From the entries that follow, gather each line holding the word "name".
STORED DATA below:
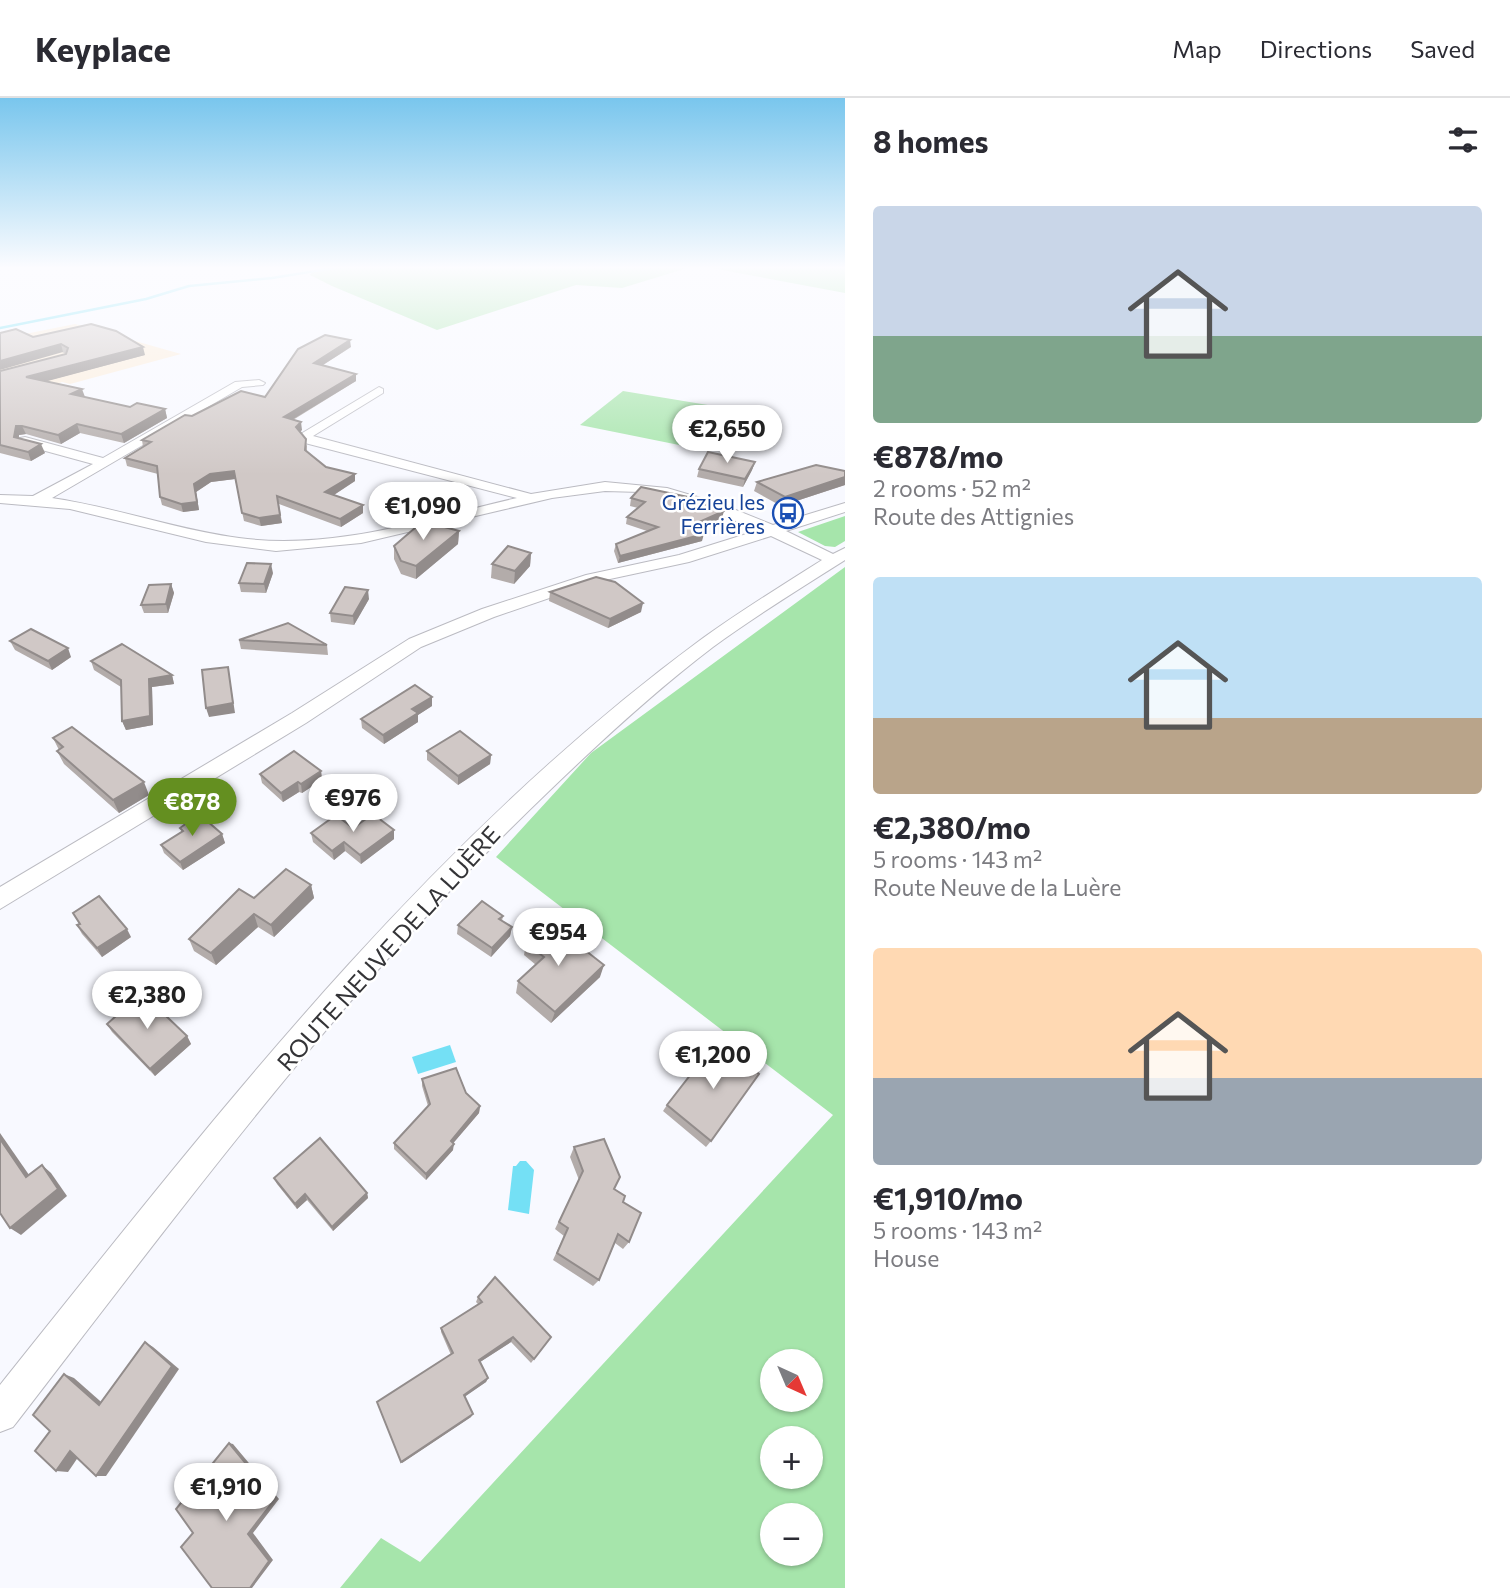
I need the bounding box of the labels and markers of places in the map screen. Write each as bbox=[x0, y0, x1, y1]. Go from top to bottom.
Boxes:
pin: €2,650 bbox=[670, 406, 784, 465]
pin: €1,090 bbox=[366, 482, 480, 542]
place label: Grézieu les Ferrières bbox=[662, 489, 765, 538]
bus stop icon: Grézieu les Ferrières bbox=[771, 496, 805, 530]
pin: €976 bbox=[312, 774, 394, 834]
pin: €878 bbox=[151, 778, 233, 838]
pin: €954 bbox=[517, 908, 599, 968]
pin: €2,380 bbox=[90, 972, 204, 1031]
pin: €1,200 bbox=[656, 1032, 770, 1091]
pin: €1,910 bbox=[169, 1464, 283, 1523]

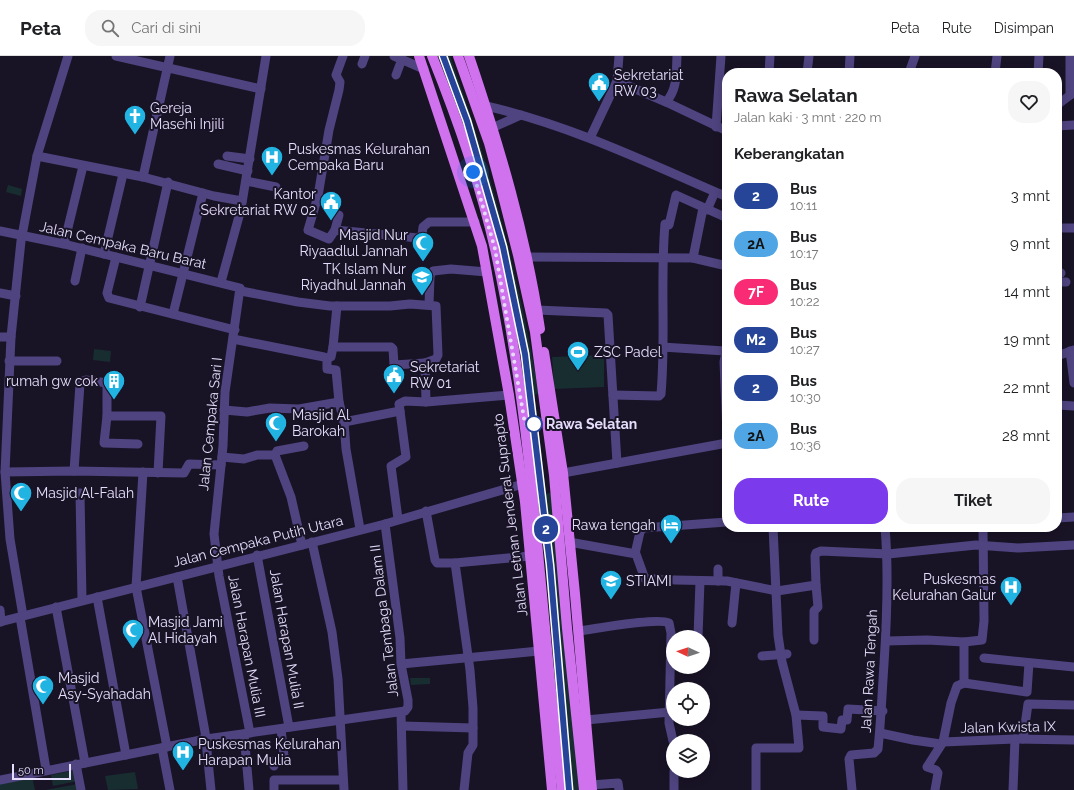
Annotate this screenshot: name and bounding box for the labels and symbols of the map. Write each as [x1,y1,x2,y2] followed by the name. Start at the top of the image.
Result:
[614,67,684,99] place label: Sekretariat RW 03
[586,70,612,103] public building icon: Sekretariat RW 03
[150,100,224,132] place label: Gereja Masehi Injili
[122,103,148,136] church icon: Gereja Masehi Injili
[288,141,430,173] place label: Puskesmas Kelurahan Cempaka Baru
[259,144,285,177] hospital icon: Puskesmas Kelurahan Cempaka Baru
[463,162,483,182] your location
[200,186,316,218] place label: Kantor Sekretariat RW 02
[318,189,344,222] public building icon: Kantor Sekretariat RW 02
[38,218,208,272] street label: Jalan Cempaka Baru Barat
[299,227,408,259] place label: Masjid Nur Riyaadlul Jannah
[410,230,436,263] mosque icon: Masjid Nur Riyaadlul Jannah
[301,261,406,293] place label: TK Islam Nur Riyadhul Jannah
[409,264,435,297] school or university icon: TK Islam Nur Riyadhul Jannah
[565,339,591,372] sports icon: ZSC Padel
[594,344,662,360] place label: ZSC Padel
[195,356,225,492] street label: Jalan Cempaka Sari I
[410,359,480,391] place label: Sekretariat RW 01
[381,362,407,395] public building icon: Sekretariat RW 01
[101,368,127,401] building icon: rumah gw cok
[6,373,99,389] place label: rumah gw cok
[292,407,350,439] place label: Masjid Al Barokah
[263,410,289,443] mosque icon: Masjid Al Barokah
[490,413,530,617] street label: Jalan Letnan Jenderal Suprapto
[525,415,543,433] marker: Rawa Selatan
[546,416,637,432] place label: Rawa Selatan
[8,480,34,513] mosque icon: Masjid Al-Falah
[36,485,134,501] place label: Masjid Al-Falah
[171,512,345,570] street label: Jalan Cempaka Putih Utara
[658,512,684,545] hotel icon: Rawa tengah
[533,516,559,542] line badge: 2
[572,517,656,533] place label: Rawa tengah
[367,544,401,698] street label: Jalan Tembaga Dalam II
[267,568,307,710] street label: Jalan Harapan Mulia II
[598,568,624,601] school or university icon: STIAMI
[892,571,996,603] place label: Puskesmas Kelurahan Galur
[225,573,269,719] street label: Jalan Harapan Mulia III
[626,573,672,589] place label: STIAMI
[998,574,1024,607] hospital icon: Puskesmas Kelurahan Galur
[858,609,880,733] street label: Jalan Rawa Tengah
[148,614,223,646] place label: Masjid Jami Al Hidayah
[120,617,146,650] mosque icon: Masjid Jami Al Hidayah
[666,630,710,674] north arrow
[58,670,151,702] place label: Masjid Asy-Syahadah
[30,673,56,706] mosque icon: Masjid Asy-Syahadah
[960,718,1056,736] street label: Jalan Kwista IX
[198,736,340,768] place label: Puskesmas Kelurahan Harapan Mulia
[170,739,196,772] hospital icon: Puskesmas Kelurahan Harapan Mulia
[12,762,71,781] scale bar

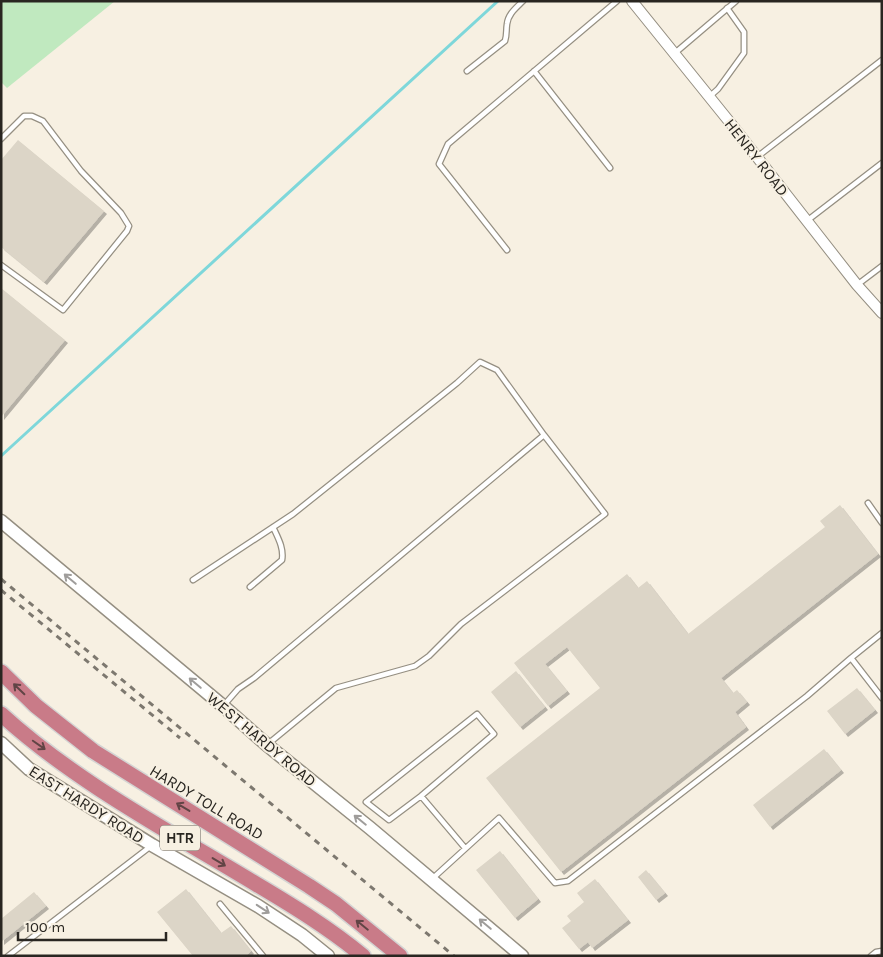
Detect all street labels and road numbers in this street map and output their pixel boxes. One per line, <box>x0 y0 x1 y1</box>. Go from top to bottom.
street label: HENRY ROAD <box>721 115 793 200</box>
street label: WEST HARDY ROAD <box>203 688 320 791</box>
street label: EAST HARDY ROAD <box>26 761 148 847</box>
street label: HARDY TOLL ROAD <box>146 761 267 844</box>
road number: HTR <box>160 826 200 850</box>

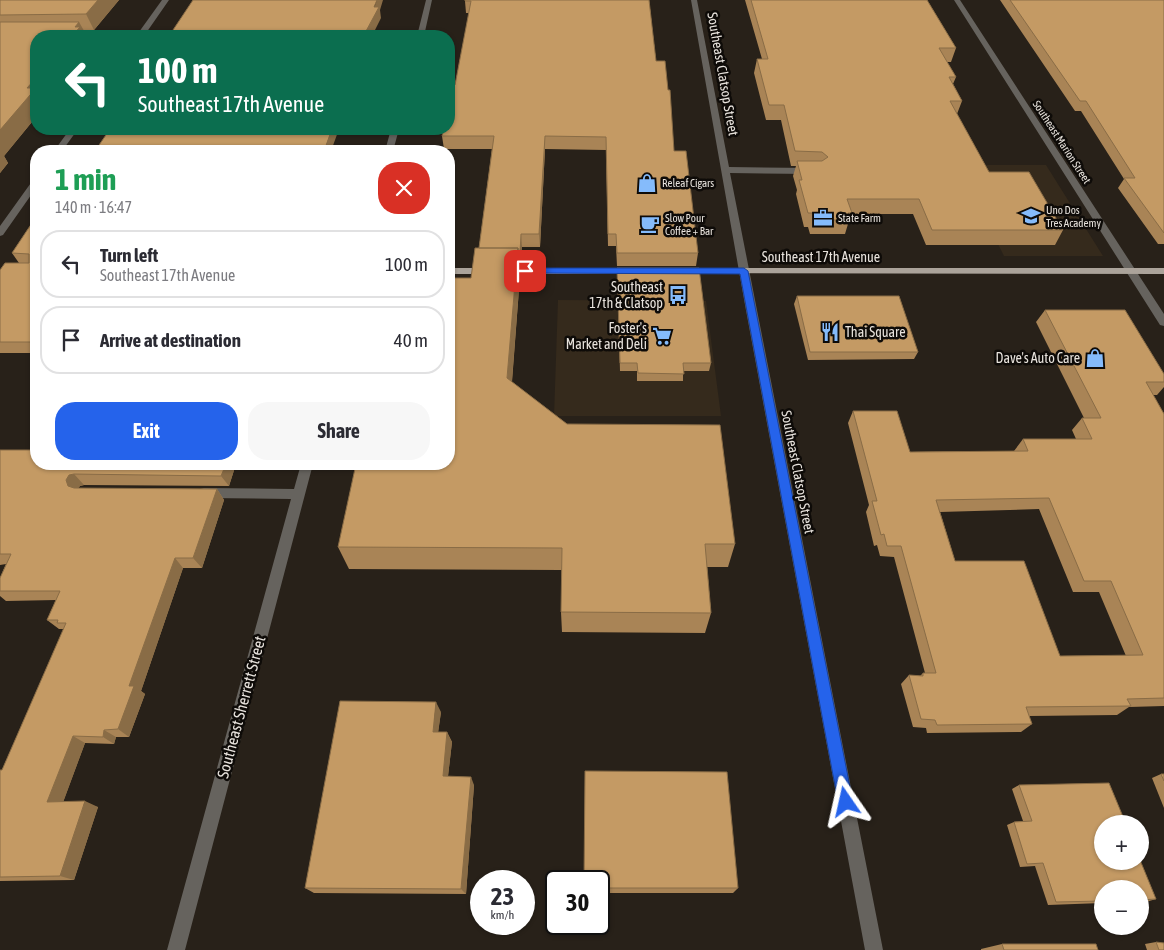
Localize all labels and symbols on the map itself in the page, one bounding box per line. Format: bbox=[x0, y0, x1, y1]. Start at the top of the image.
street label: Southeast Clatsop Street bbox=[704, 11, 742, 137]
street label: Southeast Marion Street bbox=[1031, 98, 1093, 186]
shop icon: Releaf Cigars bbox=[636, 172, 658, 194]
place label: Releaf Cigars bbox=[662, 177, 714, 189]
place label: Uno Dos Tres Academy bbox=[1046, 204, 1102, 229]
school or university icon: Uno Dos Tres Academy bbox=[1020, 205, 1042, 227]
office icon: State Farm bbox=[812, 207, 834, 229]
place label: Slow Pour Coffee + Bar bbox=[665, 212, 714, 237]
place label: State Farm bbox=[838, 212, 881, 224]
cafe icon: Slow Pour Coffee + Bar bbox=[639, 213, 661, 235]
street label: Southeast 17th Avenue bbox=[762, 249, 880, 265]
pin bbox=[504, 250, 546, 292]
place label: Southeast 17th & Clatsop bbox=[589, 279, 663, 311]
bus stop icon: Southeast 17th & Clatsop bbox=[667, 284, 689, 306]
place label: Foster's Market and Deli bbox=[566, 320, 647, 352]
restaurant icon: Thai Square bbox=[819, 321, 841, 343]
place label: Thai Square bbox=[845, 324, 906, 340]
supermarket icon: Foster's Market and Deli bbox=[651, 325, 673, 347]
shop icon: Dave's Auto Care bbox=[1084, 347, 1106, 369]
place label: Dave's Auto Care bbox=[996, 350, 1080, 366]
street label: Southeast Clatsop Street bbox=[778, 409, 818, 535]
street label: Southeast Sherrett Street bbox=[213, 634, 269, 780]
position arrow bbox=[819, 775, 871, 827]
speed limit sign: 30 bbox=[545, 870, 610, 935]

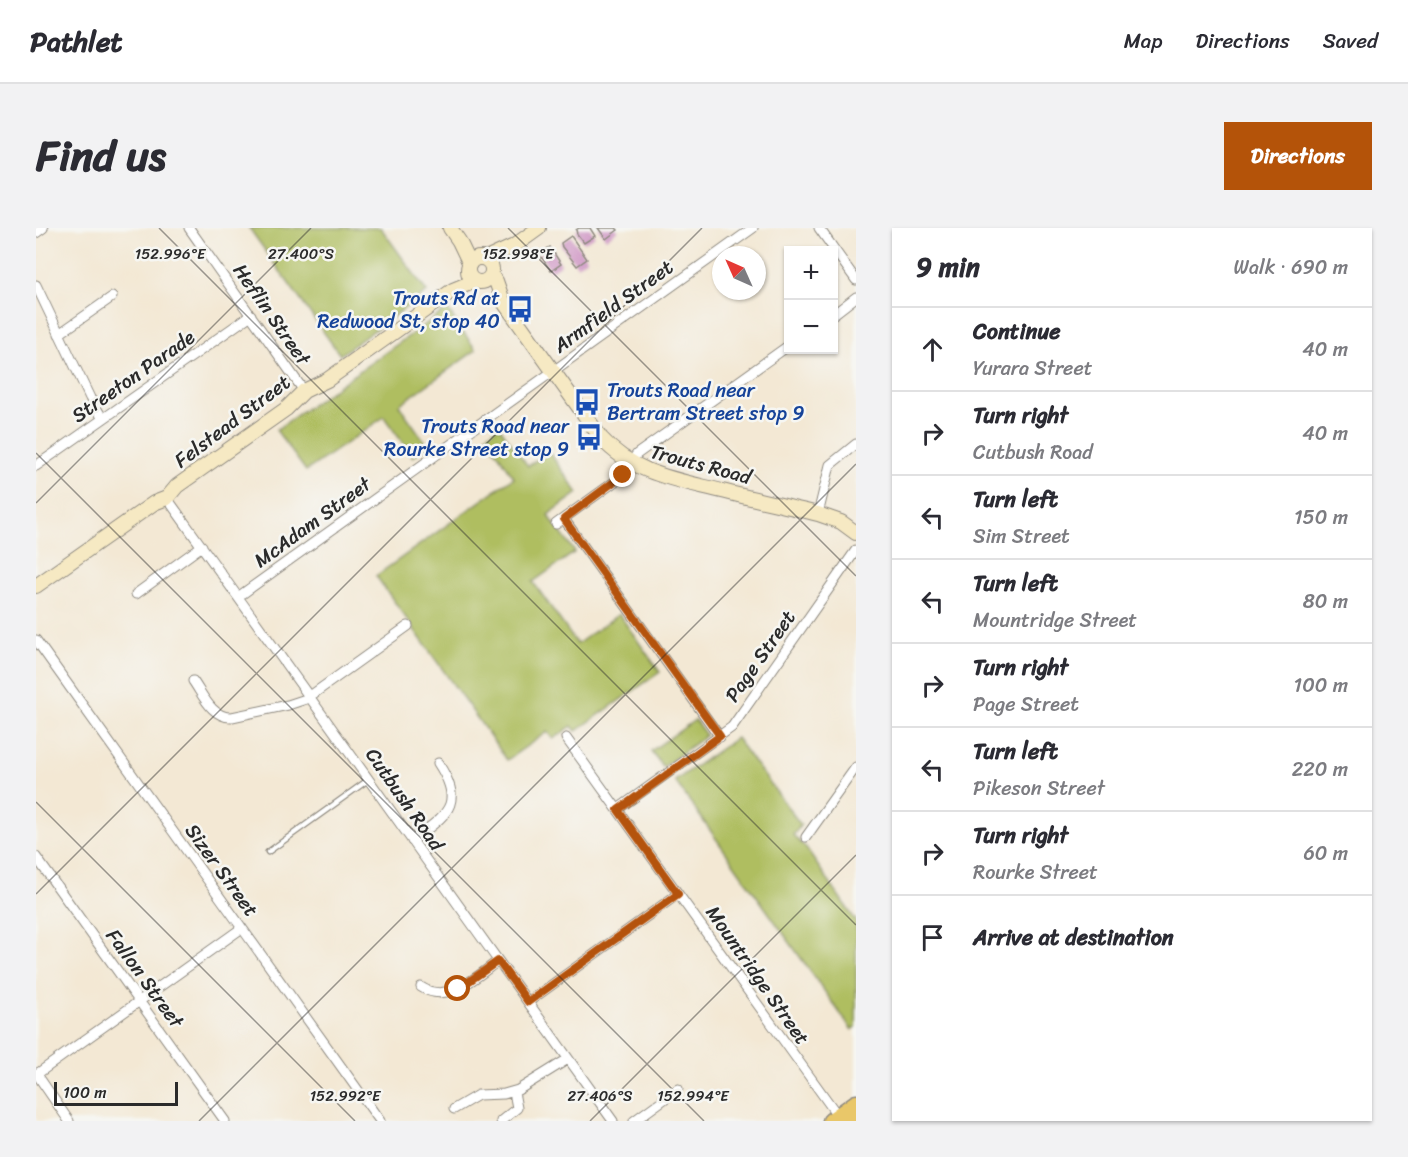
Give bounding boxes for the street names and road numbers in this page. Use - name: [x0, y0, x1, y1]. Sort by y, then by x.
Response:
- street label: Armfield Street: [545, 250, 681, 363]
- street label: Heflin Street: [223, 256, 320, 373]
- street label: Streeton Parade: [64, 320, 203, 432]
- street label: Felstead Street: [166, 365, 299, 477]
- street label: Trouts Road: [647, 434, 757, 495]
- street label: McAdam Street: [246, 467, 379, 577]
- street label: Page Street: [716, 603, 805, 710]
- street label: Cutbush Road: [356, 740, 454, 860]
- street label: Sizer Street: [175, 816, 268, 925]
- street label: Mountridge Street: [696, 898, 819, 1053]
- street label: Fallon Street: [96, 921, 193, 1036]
End of STORED DATA.
◆ OUTPUT FOR THIS TASK
Annotate this screenshot: name and bounding box for the labels and symbols of the map. Write each as [x1,y1,x2,y2] followed by the name. Start at the top of the image.
Give bounding boxes for the street names and road numbers in this page. Use - name: [x0, y0, x1, y1]. Sort by y, then by x.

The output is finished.